The Committee noted the report and agreed to amend the duration for the Committee to receive Datix reports twice yearly. It was noted that at a future meeting would be in the form of a joint report including Datix incidents, claims and feedback.
/ HEALTHCARE ASSOCIATED INFECTION UPDATE
In the absence of Mrs Harrison and Dr Dijkhuizen. Mr Carey referred to the update report on Healthcare Associated Infection and highlighted that this report was also presented to the NHS Grampian Board. Mr Carey commented that there were no main concerns in this report and good progress was being made with a significant decrease in the number of infections across Grampian and that the production and publicising of the antibiotic guidelines had been beneficial in reducing CDI rates.
Dr Cameron informed the Committee that the Scottish Government were happy with the progress NHS Grampian was making.
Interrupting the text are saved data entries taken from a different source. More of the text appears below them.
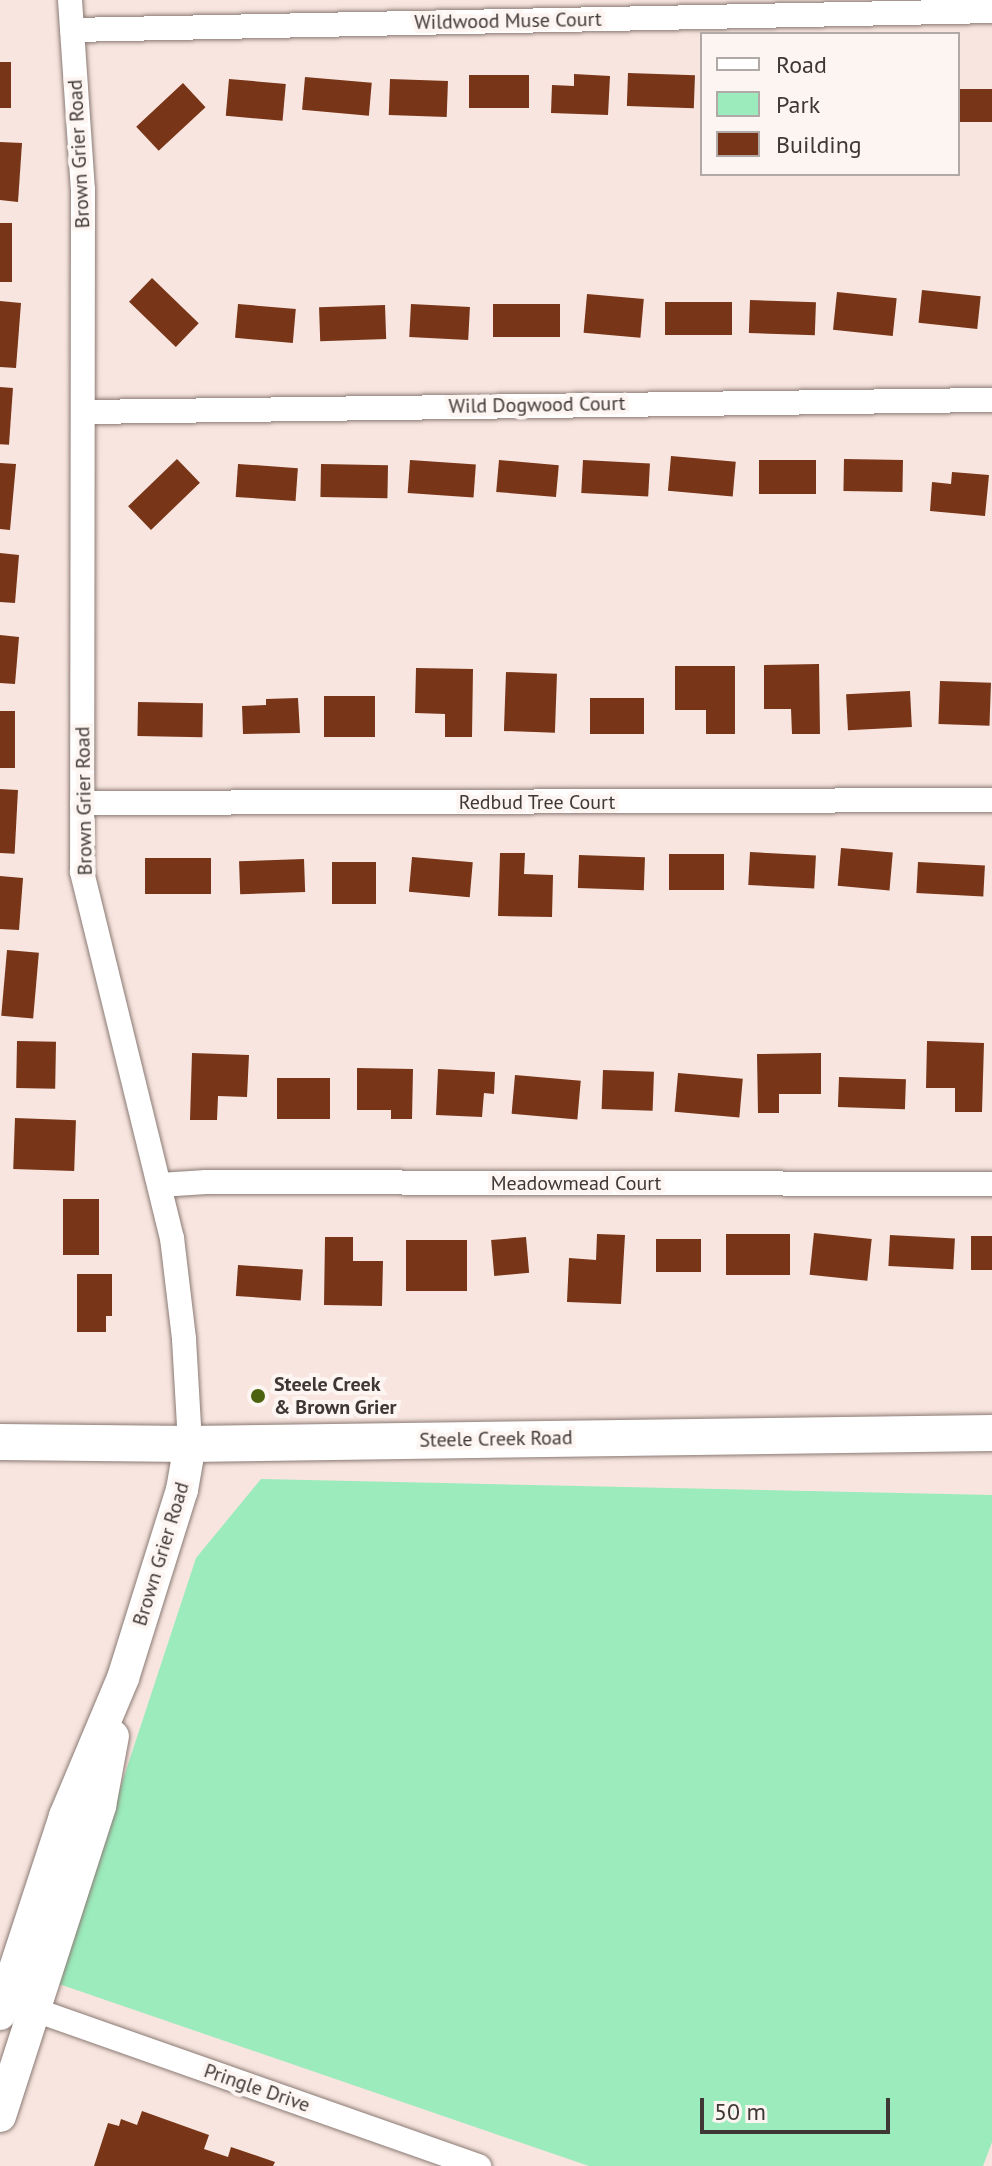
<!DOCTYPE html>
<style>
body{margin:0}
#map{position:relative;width:992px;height:2166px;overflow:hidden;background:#f8e5df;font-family:"PT Sans",sans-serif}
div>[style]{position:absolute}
.green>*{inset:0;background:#9bebbc}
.building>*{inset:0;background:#783517;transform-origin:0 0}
.roads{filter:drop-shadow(0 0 2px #8a7a74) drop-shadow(0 0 2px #8a7a74)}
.minor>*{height:24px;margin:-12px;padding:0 12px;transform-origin:12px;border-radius:12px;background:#fff}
.secondary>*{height:32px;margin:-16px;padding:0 16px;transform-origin:16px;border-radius:16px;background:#fff}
.primary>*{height:36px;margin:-18px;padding:0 18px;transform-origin:18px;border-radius:18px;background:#fff}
.dots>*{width:22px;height:22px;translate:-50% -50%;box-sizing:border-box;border:4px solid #fdf5f2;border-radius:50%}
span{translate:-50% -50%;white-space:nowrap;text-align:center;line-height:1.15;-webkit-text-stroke:8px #fdf5f2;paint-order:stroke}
.street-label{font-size:20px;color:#3e3734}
.poi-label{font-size:20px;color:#3e3734;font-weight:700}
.left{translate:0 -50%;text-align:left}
.legend{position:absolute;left:700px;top:32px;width:260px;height:144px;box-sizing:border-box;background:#fdf5f2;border:2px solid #b1a9a6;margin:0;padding:10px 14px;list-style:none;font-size:24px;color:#3e3734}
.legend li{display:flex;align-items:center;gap:16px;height:40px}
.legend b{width:40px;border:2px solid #b1a9a6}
.scale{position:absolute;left:700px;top:2098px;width:190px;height:36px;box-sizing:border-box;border:4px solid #3e3734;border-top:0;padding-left:10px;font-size:24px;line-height:28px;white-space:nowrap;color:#3e3734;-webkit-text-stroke:6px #fdf5f2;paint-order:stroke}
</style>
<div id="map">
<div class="green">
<i style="clip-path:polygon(261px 1479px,992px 1495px,992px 2142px,983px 2166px,589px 2166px,56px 1983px,196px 1558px)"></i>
</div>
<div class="building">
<i style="left:0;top:62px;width:11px;height:46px"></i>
<i style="left:628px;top:73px;width:67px;height:33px;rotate:2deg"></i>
<i style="clip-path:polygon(574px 74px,610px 76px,608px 115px,551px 113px,552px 85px,574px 86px)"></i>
<i style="left:529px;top:75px;width:33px;height:60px;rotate:90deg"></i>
<i style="left:305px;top:77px;width:67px;height:33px;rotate:5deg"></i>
<i style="left:229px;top:79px;width:57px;height:37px;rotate:5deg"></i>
<i style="left:390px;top:79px;width:58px;height:36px;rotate:2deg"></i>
<i style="left:183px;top:83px;width:33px;height:64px;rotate:47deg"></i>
<i style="left:958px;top:89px;width:34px;height:33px"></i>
<i style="clip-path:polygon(0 142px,22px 143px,18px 202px,0 200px)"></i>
<i style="left:0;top:223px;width:12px;height:59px"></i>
<i style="left:152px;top:278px;width:65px;height:33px;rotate:44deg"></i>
<i style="left:922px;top:290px;width:59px;height:33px;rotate:6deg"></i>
<i style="left:837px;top:292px;width:60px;height:38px;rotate:6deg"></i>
<i style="left:587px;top:294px;width:57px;height:39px;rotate:5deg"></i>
<i style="left:750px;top:300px;width:66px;height:33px;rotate:2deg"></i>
<i style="clip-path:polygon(0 301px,21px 303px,16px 368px,0 367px)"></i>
<i style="left:665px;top:302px;width:67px;height:33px"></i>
<i style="left:238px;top:304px;width:58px;height:34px;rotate:5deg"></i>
<i style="left:411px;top:304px;width:59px;height:33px;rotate:3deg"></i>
<i style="left:493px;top:304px;width:67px;height:33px"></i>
<i style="left:385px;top:305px;width:34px;height:66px;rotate:88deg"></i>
<i style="left:0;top:387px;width:13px;height:57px;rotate:4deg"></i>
<i style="left:671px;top:456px;width:65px;height:35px;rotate:5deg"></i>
<i style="left:177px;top:459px;width:33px;height:68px;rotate:46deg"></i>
<i style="left:844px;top:459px;width:59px;height:32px;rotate:1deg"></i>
<i style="left:410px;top:460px;width:66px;height:33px;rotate:4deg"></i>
<i style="left:499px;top:460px;width:60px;height:32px;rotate:5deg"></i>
<i style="left:583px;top:460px;width:67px;height:33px;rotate:3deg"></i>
<i style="left:759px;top:460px;width:57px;height:34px"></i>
<i style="clip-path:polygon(0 463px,16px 464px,10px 530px,0 529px)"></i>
<i style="left:238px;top:464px;width:60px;height:33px;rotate:4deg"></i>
<i style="left:321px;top:464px;width:67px;height:33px;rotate:1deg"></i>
<i style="clip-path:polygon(952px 472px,989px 475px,985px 516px,930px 511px,932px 482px,951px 484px)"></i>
<i style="clip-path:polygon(0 553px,19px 555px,15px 603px,0 602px)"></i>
<i style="clip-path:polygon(0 635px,19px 637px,15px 684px,0 683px)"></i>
<i style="clip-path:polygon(819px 664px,820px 734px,792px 734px,791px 709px,764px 709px,764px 665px)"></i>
<i style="clip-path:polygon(675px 666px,735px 666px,735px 734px,706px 734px,706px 710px,675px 710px)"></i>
<i style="clip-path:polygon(416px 668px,473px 669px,472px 737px,445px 737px,445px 714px,415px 713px)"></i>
<i style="left:506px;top:672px;width:51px;height:59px;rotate:2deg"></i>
<i style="left:940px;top:681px;width:51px;height:43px;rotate:2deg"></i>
<i style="left:910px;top:691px;width:36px;height:64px;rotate:87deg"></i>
<i style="left:324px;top:696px;width:51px;height:41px"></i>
<i style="clip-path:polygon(298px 698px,300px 733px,243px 734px,242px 706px,266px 705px,266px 699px)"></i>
<i style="left:590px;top:698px;width:54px;height:36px"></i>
<i style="left:138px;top:702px;width:65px;height:34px;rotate:1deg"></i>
<i style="left:0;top:711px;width:15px;height:57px"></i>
<i style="left:0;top:789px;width:18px;height:64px;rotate:3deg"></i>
<i style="left:841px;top:848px;width:52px;height:38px;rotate:5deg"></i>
<i style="left:750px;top:852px;width:66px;height:33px;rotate:3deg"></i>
<i style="clip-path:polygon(500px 853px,525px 853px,524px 874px,553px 875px,552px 917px,498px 916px)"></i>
<i style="left:669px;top:854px;width:55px;height:36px"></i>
<i style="left:579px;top:855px;width:66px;height:33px;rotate:2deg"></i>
<i style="left:412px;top:857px;width:61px;height:35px;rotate:5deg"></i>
<i style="left:211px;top:858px;width:36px;height:66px;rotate:90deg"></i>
<i style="left:304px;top:859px;width:33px;height:65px;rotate:88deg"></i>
<i style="left:332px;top:862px;width:44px;height:42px"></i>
<i style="left:918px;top:862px;width:67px;height:31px;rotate:3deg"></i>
<i style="clip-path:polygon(0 876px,23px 878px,19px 930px,0 929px)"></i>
<i style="left:7px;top:950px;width:32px;height:66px;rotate:5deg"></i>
<i style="left:17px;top:1041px;width:39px;height:47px;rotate:1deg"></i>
<i style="clip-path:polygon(927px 1041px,984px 1043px,982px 1112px,955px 1112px,955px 1088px,926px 1088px)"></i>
<i style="clip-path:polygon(192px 1053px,249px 1055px,247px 1097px,218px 1096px,217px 1120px,190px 1120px)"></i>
<i style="clip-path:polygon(821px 1053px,821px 1094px,779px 1094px,779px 1113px,758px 1113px,757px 1054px)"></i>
<i style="clip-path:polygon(357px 1068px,413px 1069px,412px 1119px,391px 1119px,391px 1110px,357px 1110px)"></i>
<i style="clip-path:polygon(438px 1069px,495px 1072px,494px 1094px,484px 1093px,482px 1117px,436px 1115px)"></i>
<i style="left:603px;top:1070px;width:51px;height:39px;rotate:2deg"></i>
<i style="left:678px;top:1073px;width:65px;height:39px;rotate:5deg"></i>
<i style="left:515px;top:1075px;width:66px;height:39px;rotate:5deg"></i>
<i style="left:839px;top:1077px;width:67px;height:30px;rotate:2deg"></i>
<i style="left:330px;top:1078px;width:41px;height:53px;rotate:90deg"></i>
<i style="left:15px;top:1118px;width:61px;height:51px;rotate:2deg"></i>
<i style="left:63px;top:1199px;width:36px;height:56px"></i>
<i style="left:814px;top:1233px;width:58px;height:42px;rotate:6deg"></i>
<i style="clip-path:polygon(597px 1234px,625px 1235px,621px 1304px,567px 1302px,569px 1258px,596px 1260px)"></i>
<i style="left:726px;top:1234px;width:64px;height:41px"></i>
<i style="left:890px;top:1235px;width:65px;height:31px;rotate:3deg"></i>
<i style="left:971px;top:1236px;width:21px;height:34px"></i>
<i style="clip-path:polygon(325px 1237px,353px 1237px,353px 1261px,383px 1261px,382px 1306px,324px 1305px)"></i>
<i style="left:526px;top:1237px;width:36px;height:35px;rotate:85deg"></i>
<i style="left:701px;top:1239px;width:33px;height:45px;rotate:90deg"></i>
<i style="left:406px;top:1240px;width:61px;height:51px"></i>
<i style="left:238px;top:1265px;width:65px;height:31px;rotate:4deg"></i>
<i style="clip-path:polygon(77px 1274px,112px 1274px,112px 1316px,106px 1316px,106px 1332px,77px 1332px)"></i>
<i style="clip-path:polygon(142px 2111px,209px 2135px,204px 2149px,228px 2157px,231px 2147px,275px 2162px,273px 2166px,94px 2166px,108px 2123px,119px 2126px,121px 2119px,137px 2125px)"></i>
</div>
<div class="roads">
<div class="minor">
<i style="left:70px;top:0;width:189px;rotate:86.1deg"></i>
<i style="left:83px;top:189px;width:683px;rotate:90.08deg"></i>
<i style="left:82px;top:872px;width:377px;rotate:76.2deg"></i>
<i style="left:172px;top:1238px;width:102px;rotate:83.2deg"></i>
<i style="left:184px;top:1339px;width:105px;rotate:86.7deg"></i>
<i style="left:72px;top:30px;width:920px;rotate:-1.18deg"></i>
<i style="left:83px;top:412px;width:909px;rotate:-0.76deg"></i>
<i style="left:82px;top:803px;width:910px;rotate:-0.19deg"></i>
<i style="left:160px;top:1185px;width:46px;rotate:-3.7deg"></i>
<i style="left:206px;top:1182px;width:786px;rotate:0.15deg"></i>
<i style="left:35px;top:2010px;width:471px;rotate:19.4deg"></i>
</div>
<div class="secondary">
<i style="left:0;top:2014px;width:208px;rotate:-71.8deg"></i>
<i style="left:65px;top:1816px;width:150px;rotate:-67.2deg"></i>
<i style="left:123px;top:1678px;width:197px;rotate:-72.6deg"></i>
<i style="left:182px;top:1490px;width:47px;rotate:-80.1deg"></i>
<i style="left:0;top:2116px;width:326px;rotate:-72.1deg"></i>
<i style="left:100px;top:1806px;width:71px;rotate:-79.5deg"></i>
</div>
<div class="primary">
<i style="left:0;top:1442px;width:190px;rotate:0.6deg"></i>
<i style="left:190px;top:1444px;width:802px;rotate:-0.79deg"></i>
</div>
</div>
<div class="dots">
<i style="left:258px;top:1396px;background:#4b6311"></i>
</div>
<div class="street-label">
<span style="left:508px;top:21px;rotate:-1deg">Wildwood Muse Court</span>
<span style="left:79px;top:154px;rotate:-93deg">Brown Grier Road</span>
<span style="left:537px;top:405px;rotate:-1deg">Wild Dogwood Court</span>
<span style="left:84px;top:801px;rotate:-91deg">Brown Grier Road</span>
<span style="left:537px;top:802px">Redbud Tree Court</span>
<span style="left:576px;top:1183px">Meadowmead Court</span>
<span style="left:496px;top:1439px;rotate:-1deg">Steele Creek Road</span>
<span style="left:161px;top:1554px;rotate:-73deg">Brown Grier Road</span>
<span style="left:257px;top:2088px;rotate:19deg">Pringle Drive</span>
</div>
<div class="poi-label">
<span class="left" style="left:274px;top:1396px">Steele Creek<br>&amp; Brown Grier</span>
</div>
<ul class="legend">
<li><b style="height:10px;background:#fff"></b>Road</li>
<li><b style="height:22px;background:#9bebbc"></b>Park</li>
<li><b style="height:22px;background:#783517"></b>Building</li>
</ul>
<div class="scale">50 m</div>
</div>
The Committee noted the updated report and asked to continue to be kept fully informed of the ongoing improvement work.
/ EXTERNAL REVIEWS UPDATE
7.1 / Update Report
Mrs Tait referred to the report and explained that the revised layout of reporting was an extract of the Unit’s external review database. This would provide regular updates to the Committee on all external reviews that had taken place and reviews that were planned for in NHS Grampian.